--- WHAT TO PRODUCE ---
Exactly as they appear, set down all of the records.

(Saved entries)
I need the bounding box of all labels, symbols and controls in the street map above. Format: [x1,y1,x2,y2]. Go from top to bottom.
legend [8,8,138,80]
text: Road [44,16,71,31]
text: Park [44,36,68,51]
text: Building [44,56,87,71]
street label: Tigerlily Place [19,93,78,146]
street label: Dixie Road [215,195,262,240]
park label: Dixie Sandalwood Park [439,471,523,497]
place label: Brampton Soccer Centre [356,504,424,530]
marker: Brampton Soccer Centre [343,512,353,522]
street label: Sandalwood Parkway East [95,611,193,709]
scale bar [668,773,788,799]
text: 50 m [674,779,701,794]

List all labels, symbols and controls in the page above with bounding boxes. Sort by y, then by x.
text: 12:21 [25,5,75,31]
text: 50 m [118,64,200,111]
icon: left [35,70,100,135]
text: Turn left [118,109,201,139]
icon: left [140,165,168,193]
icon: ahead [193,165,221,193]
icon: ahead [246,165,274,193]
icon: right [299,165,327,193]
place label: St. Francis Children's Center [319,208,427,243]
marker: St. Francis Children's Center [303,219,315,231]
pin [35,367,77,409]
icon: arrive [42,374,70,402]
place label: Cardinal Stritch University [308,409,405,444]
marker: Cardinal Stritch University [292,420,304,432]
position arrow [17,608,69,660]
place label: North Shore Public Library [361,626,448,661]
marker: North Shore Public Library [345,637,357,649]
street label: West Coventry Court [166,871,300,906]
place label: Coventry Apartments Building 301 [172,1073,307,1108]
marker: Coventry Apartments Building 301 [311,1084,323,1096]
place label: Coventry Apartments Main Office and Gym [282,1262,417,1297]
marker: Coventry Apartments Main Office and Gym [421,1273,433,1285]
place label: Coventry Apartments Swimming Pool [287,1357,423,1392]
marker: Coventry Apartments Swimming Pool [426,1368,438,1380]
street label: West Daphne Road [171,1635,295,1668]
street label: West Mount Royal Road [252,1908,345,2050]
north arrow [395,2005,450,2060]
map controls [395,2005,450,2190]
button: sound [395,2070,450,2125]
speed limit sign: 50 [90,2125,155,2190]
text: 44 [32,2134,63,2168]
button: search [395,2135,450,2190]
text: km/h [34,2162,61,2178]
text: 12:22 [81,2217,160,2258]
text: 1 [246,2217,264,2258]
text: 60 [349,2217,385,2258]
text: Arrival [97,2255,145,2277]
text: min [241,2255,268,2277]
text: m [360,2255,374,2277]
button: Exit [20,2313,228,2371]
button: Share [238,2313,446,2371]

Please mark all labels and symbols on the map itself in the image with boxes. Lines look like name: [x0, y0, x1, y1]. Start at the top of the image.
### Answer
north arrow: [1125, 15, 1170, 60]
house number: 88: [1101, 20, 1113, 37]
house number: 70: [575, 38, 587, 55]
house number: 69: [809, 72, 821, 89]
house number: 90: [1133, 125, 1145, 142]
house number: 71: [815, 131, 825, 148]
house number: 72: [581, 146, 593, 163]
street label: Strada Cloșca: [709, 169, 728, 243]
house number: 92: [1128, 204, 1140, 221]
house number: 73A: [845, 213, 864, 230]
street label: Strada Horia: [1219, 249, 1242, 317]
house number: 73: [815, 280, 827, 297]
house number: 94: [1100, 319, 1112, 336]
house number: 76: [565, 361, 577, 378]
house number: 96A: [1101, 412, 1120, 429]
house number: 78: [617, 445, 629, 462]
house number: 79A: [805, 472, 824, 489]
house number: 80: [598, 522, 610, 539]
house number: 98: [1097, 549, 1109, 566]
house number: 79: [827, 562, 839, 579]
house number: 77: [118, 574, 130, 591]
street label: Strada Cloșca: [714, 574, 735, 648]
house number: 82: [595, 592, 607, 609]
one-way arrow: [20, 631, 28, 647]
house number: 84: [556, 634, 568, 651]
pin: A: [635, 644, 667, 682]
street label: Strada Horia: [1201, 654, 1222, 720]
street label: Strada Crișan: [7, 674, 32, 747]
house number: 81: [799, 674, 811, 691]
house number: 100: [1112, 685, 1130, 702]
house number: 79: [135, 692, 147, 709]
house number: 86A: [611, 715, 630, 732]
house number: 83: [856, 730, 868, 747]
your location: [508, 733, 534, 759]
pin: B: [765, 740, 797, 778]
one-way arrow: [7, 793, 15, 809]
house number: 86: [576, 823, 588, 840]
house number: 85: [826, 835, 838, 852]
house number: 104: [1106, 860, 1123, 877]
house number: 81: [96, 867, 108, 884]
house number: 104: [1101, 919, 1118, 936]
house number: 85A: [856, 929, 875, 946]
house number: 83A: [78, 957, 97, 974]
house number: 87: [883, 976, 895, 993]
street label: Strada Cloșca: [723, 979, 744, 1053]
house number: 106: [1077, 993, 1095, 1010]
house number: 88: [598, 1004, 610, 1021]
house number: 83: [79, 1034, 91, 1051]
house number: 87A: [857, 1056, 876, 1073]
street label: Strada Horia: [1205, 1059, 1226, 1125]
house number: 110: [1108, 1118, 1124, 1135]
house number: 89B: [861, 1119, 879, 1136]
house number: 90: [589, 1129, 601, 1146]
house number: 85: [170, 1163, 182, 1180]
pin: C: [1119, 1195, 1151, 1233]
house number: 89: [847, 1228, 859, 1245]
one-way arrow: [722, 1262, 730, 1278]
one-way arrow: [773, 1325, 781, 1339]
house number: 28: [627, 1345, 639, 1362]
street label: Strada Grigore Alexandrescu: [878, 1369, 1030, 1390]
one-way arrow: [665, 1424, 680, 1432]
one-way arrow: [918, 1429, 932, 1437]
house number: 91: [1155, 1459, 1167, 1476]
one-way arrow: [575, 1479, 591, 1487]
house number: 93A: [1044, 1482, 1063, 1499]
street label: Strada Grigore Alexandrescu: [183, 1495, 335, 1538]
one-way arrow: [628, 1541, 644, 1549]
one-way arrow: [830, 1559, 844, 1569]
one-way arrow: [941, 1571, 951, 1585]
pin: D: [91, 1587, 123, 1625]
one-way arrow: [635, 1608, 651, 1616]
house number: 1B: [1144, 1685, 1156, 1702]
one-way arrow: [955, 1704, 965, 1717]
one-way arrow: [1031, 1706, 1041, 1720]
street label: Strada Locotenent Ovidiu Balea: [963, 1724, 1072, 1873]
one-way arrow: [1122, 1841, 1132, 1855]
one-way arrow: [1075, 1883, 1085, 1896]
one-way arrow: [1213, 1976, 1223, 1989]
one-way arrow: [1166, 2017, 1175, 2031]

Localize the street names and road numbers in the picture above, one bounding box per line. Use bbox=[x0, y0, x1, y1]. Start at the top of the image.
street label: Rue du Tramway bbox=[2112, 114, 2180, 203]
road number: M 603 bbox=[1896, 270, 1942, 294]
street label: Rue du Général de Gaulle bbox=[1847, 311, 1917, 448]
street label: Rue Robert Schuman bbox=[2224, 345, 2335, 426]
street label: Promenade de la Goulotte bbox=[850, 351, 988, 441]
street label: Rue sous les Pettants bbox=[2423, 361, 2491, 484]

--- RESULT ---
I need the bounding box of all labels, symbols and controls in the street map above. Format: [x1,y1,x2,y2]. Go from top to bottom.
legend [8,8,138,80]
text: Road [44,16,71,31]
text: Park [44,36,68,51]
text: Building [44,56,87,71]
street label: Tigerlily Place [19,93,78,146]
street label: Dixie Road [215,195,262,240]
park label: Dixie Sandalwood Park [439,471,523,497]
place label: Brampton Soccer Centre [356,504,424,530]
marker: Brampton Soccer Centre [343,512,353,522]
street label: Sandalwood Parkway East [95,611,193,709]
scale bar [668,773,788,799]
text: 50 m [674,779,701,794]

List all labels, symbols and controls in the page above with bounding boxes. Sort by y, then by x.
text: 12:21 [25,5,75,31]
text: 50 m [118,64,200,111]
icon: left [35,70,100,135]
text: Turn left [118,109,201,139]
icon: left [140,165,168,193]
icon: ahead [193,165,221,193]
icon: ahead [246,165,274,193]
icon: right [299,165,327,193]
place label: St. Francis Children's Center [319,208,427,243]
marker: St. Francis Children's Center [303,219,315,231]
pin [35,367,77,409]
icon: arrive [42,374,70,402]
place label: Cardinal Stritch University [308,409,405,444]
marker: Cardinal Stritch University [292,420,304,432]
position arrow [17,608,69,660]
place label: North Shore Public Library [361,626,448,661]
marker: North Shore Public Library [345,637,357,649]
street label: West Coventry Court [166,871,300,906]
place label: Coventry Apartments Building 301 [172,1073,307,1108]
marker: Coventry Apartments Building 301 [311,1084,323,1096]
place label: Coventry Apartments Main Office and Gym [282,1262,417,1297]
marker: Coventry Apartments Main Office and Gym [421,1273,433,1285]
place label: Coventry Apartments Swimming Pool [287,1357,423,1392]
marker: Coventry Apartments Swimming Pool [426,1368,438,1380]
street label: West Daphne Road [171,1635,295,1668]
street label: West Mount Royal Road [252,1908,345,2050]
north arrow [395,2005,450,2060]
map controls [395,2005,450,2190]
button: sound [395,2070,450,2125]
speed limit sign: 50 [90,2125,155,2190]
text: 44 [32,2134,63,2168]
button: search [395,2135,450,2190]
text: km/h [34,2162,61,2178]
text: 12:22 [81,2217,160,2258]
text: 1 [246,2217,264,2258]
text: 60 [349,2217,385,2258]
text: Arrival [97,2255,145,2277]
text: min [241,2255,268,2277]
text: m [360,2255,374,2277]
button: Exit [20,2313,228,2371]
button: Share [238,2313,446,2371]

Please mark all labels and symbols on the map itself in the image with boxes. Lines look like name: [x0, y0, x1, y1]. Start at the top of the image.
### Answer
north arrow: [1125, 15, 1170, 60]
house number: 88: [1101, 20, 1113, 37]
house number: 70: [575, 38, 587, 55]
house number: 69: [809, 72, 821, 89]
house number: 90: [1133, 125, 1145, 142]
house number: 71: [815, 131, 825, 148]
house number: 72: [581, 146, 593, 163]
street label: Strada Cloșca: [709, 169, 728, 243]
house number: 92: [1128, 204, 1140, 221]
house number: 73A: [845, 213, 864, 230]
street label: Strada Horia: [1219, 249, 1242, 317]
house number: 73: [815, 280, 827, 297]
house number: 94: [1100, 319, 1112, 336]
house number: 76: [565, 361, 577, 378]
house number: 96A: [1101, 412, 1120, 429]
house number: 78: [617, 445, 629, 462]
house number: 79A: [805, 472, 824, 489]
house number: 80: [598, 522, 610, 539]
house number: 98: [1097, 549, 1109, 566]
house number: 79: [827, 562, 839, 579]
house number: 77: [118, 574, 130, 591]
street label: Strada Cloșca: [714, 574, 735, 648]
house number: 82: [595, 592, 607, 609]
one-way arrow: [20, 631, 28, 647]
house number: 84: [556, 634, 568, 651]
pin: A: [635, 644, 667, 682]
street label: Strada Horia: [1201, 654, 1222, 720]
street label: Strada Crișan: [7, 674, 32, 747]
house number: 81: [799, 674, 811, 691]
house number: 100: [1112, 685, 1130, 702]
house number: 79: [135, 692, 147, 709]
house number: 86A: [611, 715, 630, 732]
house number: 83: [856, 730, 868, 747]
your location: [508, 733, 534, 759]
pin: B: [765, 740, 797, 778]
one-way arrow: [7, 793, 15, 809]
house number: 86: [576, 823, 588, 840]
house number: 85: [826, 835, 838, 852]
house number: 104: [1106, 860, 1123, 877]
house number: 81: [96, 867, 108, 884]
house number: 104: [1101, 919, 1118, 936]
house number: 85A: [856, 929, 875, 946]
house number: 83A: [78, 957, 97, 974]
house number: 87: [883, 976, 895, 993]
street label: Strada Cloșca: [723, 979, 744, 1053]
house number: 106: [1077, 993, 1095, 1010]
house number: 88: [598, 1004, 610, 1021]
house number: 83: [79, 1034, 91, 1051]
house number: 87A: [857, 1056, 876, 1073]
street label: Strada Horia: [1205, 1059, 1226, 1125]
house number: 110: [1108, 1118, 1124, 1135]
house number: 89B: [861, 1119, 879, 1136]
house number: 90: [589, 1129, 601, 1146]
house number: 85: [170, 1163, 182, 1180]
pin: C: [1119, 1195, 1151, 1233]
house number: 89: [847, 1228, 859, 1245]
one-way arrow: [722, 1262, 730, 1278]
one-way arrow: [773, 1325, 781, 1339]
house number: 28: [627, 1345, 639, 1362]
street label: Strada Grigore Alexandrescu: [878, 1369, 1030, 1390]
one-way arrow: [665, 1424, 680, 1432]
one-way arrow: [918, 1429, 932, 1437]
house number: 91: [1155, 1459, 1167, 1476]
one-way arrow: [575, 1479, 591, 1487]
house number: 93A: [1044, 1482, 1063, 1499]
street label: Strada Grigore Alexandrescu: [183, 1495, 335, 1538]
one-way arrow: [628, 1541, 644, 1549]
one-way arrow: [830, 1559, 844, 1569]
one-way arrow: [941, 1571, 951, 1585]
pin: D: [91, 1587, 123, 1625]
one-way arrow: [635, 1608, 651, 1616]
house number: 1B: [1144, 1685, 1156, 1702]
one-way arrow: [955, 1704, 965, 1717]
one-way arrow: [1031, 1706, 1041, 1720]
street label: Strada Locotenent Ovidiu Balea: [963, 1724, 1072, 1873]
one-way arrow: [1122, 1841, 1132, 1855]
one-way arrow: [1075, 1883, 1085, 1896]
one-way arrow: [1213, 1976, 1223, 1989]
one-way arrow: [1166, 2017, 1175, 2031]

Localize the street names and road numbers in the picture above, one bounding box per line. Use bbox=[x0, y0, x1, y1]. Start at the top of the image.
street label: Rue du Tramway bbox=[2112, 114, 2180, 203]
road number: M 603 bbox=[1896, 270, 1942, 294]
street label: Rue du Général de Gaulle bbox=[1847, 311, 1917, 448]
street label: Rue Robert Schuman bbox=[2224, 345, 2335, 426]
street label: Promenade de la Goulotte bbox=[850, 351, 988, 441]
street label: Rue sous les Pettants bbox=[2423, 361, 2491, 484]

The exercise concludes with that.